» **Exercise**: When you respond, write out each entry exactly as it stands.

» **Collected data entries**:
——
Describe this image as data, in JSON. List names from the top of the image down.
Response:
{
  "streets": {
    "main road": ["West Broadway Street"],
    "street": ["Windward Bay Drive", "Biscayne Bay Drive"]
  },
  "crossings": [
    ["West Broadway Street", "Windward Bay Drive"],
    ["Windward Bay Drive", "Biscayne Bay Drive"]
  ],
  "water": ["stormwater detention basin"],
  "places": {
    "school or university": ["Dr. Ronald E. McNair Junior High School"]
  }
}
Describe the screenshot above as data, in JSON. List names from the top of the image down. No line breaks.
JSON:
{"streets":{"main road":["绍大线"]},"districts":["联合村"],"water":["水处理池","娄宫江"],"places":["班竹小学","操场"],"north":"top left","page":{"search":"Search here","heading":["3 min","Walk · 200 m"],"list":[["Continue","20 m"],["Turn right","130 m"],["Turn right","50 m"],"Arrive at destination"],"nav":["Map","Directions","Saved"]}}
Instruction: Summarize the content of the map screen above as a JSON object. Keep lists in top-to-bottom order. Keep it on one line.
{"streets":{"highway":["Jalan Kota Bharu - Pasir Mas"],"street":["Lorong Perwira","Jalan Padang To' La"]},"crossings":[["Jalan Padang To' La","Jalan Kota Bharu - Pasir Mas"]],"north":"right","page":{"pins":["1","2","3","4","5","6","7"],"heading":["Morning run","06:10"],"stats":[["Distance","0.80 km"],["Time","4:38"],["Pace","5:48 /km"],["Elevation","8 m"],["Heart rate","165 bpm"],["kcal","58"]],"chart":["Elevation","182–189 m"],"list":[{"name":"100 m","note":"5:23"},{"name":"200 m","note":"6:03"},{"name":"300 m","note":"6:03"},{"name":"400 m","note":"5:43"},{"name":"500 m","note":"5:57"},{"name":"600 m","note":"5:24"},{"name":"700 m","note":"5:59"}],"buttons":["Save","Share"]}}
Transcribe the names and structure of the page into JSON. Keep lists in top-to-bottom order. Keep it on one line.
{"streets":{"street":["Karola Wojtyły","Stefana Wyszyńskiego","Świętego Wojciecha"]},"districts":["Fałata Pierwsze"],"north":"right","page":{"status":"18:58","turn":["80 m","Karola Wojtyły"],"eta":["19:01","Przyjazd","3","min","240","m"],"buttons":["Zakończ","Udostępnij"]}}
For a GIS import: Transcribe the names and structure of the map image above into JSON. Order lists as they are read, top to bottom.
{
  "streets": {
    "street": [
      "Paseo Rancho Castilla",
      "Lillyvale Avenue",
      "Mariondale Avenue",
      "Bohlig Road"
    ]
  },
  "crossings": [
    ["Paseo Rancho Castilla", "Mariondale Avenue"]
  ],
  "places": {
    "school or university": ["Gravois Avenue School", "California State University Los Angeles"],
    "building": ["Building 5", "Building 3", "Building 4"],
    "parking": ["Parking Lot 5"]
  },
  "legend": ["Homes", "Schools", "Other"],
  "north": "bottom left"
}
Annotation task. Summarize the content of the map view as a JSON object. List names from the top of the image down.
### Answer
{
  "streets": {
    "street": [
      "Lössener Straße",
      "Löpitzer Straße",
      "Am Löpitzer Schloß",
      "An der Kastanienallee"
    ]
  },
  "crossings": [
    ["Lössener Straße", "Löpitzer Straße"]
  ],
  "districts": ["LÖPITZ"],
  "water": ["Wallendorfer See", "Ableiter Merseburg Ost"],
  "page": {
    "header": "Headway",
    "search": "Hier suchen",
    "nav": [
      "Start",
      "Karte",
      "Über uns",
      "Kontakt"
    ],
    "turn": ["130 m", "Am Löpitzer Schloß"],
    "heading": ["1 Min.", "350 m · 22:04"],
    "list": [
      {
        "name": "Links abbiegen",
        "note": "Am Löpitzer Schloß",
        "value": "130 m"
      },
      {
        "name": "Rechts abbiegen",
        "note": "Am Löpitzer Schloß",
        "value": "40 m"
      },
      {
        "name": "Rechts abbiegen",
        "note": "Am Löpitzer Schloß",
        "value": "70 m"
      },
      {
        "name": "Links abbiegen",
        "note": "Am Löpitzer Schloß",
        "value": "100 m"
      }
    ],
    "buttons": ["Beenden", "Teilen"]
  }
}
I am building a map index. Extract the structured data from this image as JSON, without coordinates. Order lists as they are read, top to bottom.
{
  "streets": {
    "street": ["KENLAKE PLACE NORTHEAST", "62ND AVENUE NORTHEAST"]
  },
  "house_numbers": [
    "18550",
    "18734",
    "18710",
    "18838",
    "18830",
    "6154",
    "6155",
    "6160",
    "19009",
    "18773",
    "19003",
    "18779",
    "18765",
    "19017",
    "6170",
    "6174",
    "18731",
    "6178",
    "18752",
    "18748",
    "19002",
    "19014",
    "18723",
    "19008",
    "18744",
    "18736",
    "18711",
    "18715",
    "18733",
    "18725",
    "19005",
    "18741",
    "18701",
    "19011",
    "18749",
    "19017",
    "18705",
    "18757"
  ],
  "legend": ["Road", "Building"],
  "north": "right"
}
——
» **Solution**:
Describe this image as data, in JSON. List names from the top of the image down.
Response:
{
  "streets": {
    "main road": ["West Broadway Street"],
    "street": ["Windward Bay Drive", "Biscayne Bay Drive"]
  },
  "crossings": [
    ["West Broadway Street", "Windward Bay Drive"],
    ["Windward Bay Drive", "Biscayne Bay Drive"]
  ],
  "water": ["stormwater detention basin"],
  "places": {
    "school or university": ["Dr. Ronald E. McNair Junior High School"]
  }
}
Describe the screenshot above as data, in JSON. List names from the top of the image down. No line breaks.
JSON:
{"streets":{"main road":["绍大线"]},"districts":["联合村"],"water":["水处理池","娄宫江"],"places":["班竹小学","操场"],"north":"top left","page":{"search":"Search here","heading":["3 min","Walk · 200 m"],"list":[["Continue","20 m"],["Turn right","130 m"],["Turn right","50 m"],"Arrive at destination"],"nav":["Map","Directions","Saved"]}}
Instruction: Summarize the content of the map screen above as a JSON object. Keep lists in top-to-bottom order. Keep it on one line.
{"streets":{"highway":["Jalan Kota Bharu - Pasir Mas"],"street":["Lorong Perwira","Jalan Padang To' La"]},"crossings":[["Jalan Padang To' La","Jalan Kota Bharu - Pasir Mas"]],"north":"right","page":{"pins":["1","2","3","4","5","6","7"],"heading":["Morning run","06:10"],"stats":[["Distance","0.80 km"],["Time","4:38"],["Pace","5:48 /km"],["Elevation","8 m"],["Heart rate","165 bpm"],["kcal","58"]],"chart":["Elevation","182–189 m"],"list":[{"name":"100 m","note":"5:23"},{"name":"200 m","note":"6:03"},{"name":"300 m","note":"6:03"},{"name":"400 m","note":"5:43"},{"name":"500 m","note":"5:57"},{"name":"600 m","note":"5:24"},{"name":"700 m","note":"5:59"}],"buttons":["Save","Share"]}}
Transcribe the names and structure of the page into JSON. Keep lists in top-to-bottom order. Keep it on one line.
{"streets":{"street":["Karola Wojtyły","Stefana Wyszyńskiego","Świętego Wojciecha"]},"districts":["Fałata Pierwsze"],"north":"right","page":{"status":"18:58","turn":["80 m","Karola Wojtyły"],"eta":["19:01","Przyjazd","3","min","240","m"],"buttons":["Zakończ","Udostępnij"]}}
For a GIS import: Transcribe the names and structure of the map image above into JSON. Order lists as they are read, top to bottom.
{
  "streets": {
    "street": [
      "Paseo Rancho Castilla",
      "Lillyvale Avenue",
      "Mariondale Avenue",
      "Bohlig Road"
    ]
  },
  "crossings": [
    ["Paseo Rancho Castilla", "Mariondale Avenue"]
  ],
  "places": {
    "school or university": ["Gravois Avenue School", "California State University Los Angeles"],
    "building": ["Building 5", "Building 3", "Building 4"],
    "parking": ["Parking Lot 5"]
  },
  "legend": ["Homes", "Schools", "Other"],
  "north": "bottom left"
}
Annotation task. Summarize the content of the map view as a JSON object. List names from the top of the image down.
### Answer
{
  "streets": {
    "street": [
      "Lössener Straße",
      "Löpitzer Straße",
      "Am Löpitzer Schloß",
      "An der Kastanienallee"
    ]
  },
  "crossings": [
    ["Lössener Straße", "Löpitzer Straße"]
  ],
  "districts": ["LÖPITZ"],
  "water": ["Wallendorfer See", "Ableiter Merseburg Ost"],
  "page": {
    "header": "Headway",
    "search": "Hier suchen",
    "nav": [
      "Start",
      "Karte",
      "Über uns",
      "Kontakt"
    ],
    "turn": ["130 m", "Am Löpitzer Schloß"],
    "heading": ["1 Min.", "350 m · 22:04"],
    "list": [
      {
        "name": "Links abbiegen",
        "note": "Am Löpitzer Schloß",
        "value": "130 m"
      },
      {
        "name": "Rechts abbiegen",
        "note": "Am Löpitzer Schloß",
        "value": "40 m"
      },
      {
        "name": "Rechts abbiegen",
        "note": "Am Löpitzer Schloß",
        "value": "70 m"
      },
      {
        "name": "Links abbiegen",
        "note": "Am Löpitzer Schloß",
        "value": "100 m"
      }
    ],
    "buttons": ["Beenden", "Teilen"]
  }
}
I am building a map index. Extract the structured data from this image as JSON, without coordinates. Order lists as they are read, top to bottom.
{
  "streets": {
    "street": ["KENLAKE PLACE NORTHEAST", "62ND AVENUE NORTHEAST"]
  },
  "house_numbers": [
    "18550",
    "18734",
    "18710",
    "18838",
    "18830",
    "6154",
    "6155",
    "6160",
    "19009",
    "18773",
    "19003",
    "18779",
    "18765",
    "19017",
    "6170",
    "6174",
    "18731",
    "6178",
    "18752",
    "18748",
    "19002",
    "19014",
    "18723",
    "19008",
    "18744",
    "18736",
    "18711",
    "18715",
    "18733",
    "18725",
    "19005",
    "18741",
    "18701",
    "19011",
    "18749",
    "19017",
    "18705",
    "18757"
  ],
  "legend": ["Road", "Building"],
  "north": "right"
}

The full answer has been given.